What the task asks
Whenever the string "they" turns up in a line below, that line should be copied.

(Records excerpted from a collection)

★ ★ ★ ★ ★ ★ ★

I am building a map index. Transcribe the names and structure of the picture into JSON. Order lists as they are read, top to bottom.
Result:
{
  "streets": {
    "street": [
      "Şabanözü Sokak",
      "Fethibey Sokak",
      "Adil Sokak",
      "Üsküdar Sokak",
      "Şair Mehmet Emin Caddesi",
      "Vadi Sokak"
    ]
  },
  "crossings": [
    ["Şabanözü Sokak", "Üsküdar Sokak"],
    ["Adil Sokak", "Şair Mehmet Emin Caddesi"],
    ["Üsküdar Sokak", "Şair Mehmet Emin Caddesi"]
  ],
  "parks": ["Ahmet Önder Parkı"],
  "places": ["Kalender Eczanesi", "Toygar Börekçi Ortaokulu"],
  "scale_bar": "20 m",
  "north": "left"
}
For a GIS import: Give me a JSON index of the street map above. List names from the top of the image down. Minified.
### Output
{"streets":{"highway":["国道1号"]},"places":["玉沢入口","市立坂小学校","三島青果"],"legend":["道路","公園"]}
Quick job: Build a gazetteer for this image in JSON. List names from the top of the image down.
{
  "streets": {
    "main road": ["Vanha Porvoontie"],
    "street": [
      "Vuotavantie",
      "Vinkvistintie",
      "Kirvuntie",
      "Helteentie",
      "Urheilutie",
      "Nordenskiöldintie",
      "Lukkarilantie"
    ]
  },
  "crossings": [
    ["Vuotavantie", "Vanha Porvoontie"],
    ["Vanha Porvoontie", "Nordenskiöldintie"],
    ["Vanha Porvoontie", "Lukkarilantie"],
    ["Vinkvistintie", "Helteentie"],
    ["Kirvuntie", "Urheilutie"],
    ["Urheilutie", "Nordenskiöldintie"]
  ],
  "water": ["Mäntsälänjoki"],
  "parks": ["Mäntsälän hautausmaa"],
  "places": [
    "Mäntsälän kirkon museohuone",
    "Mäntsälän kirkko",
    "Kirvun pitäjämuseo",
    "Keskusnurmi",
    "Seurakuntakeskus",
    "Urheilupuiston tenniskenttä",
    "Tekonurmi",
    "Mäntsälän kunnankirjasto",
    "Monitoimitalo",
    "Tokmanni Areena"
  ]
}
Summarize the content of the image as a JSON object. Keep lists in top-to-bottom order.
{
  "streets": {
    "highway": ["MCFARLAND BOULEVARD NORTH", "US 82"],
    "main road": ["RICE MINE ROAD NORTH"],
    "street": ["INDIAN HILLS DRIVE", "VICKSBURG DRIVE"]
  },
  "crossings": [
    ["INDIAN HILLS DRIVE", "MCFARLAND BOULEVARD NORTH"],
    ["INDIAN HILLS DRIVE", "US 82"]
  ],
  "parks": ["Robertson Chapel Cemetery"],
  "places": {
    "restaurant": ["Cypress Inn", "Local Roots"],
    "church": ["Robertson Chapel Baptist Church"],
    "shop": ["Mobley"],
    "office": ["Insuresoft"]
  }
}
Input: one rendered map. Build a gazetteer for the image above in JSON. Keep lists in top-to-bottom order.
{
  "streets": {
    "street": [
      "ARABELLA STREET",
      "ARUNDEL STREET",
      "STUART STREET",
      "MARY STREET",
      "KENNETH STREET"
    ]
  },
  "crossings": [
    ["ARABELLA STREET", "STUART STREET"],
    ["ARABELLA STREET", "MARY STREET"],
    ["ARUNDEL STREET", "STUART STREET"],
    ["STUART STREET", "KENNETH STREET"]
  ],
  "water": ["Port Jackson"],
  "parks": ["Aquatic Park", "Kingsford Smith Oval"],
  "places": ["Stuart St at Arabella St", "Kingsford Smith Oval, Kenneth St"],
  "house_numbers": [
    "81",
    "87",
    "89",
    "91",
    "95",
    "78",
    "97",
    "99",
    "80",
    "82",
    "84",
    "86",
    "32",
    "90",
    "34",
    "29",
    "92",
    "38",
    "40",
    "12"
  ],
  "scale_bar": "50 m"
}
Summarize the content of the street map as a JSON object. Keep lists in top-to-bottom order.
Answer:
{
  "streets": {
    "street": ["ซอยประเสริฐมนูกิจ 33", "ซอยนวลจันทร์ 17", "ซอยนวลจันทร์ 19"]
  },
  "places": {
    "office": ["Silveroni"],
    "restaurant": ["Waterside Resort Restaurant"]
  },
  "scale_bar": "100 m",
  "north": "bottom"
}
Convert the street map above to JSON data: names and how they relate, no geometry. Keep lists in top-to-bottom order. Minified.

★ ★ ★ ★ ★ ★ ★

Task output
I am building a map index. Transcribe the names and structure of the picture into JSON. Order lists as they are read, top to bottom.
Convert the street map above to JSON data: names and how they relate, no geometry. Keep lists in top-to-bottom order. Minified.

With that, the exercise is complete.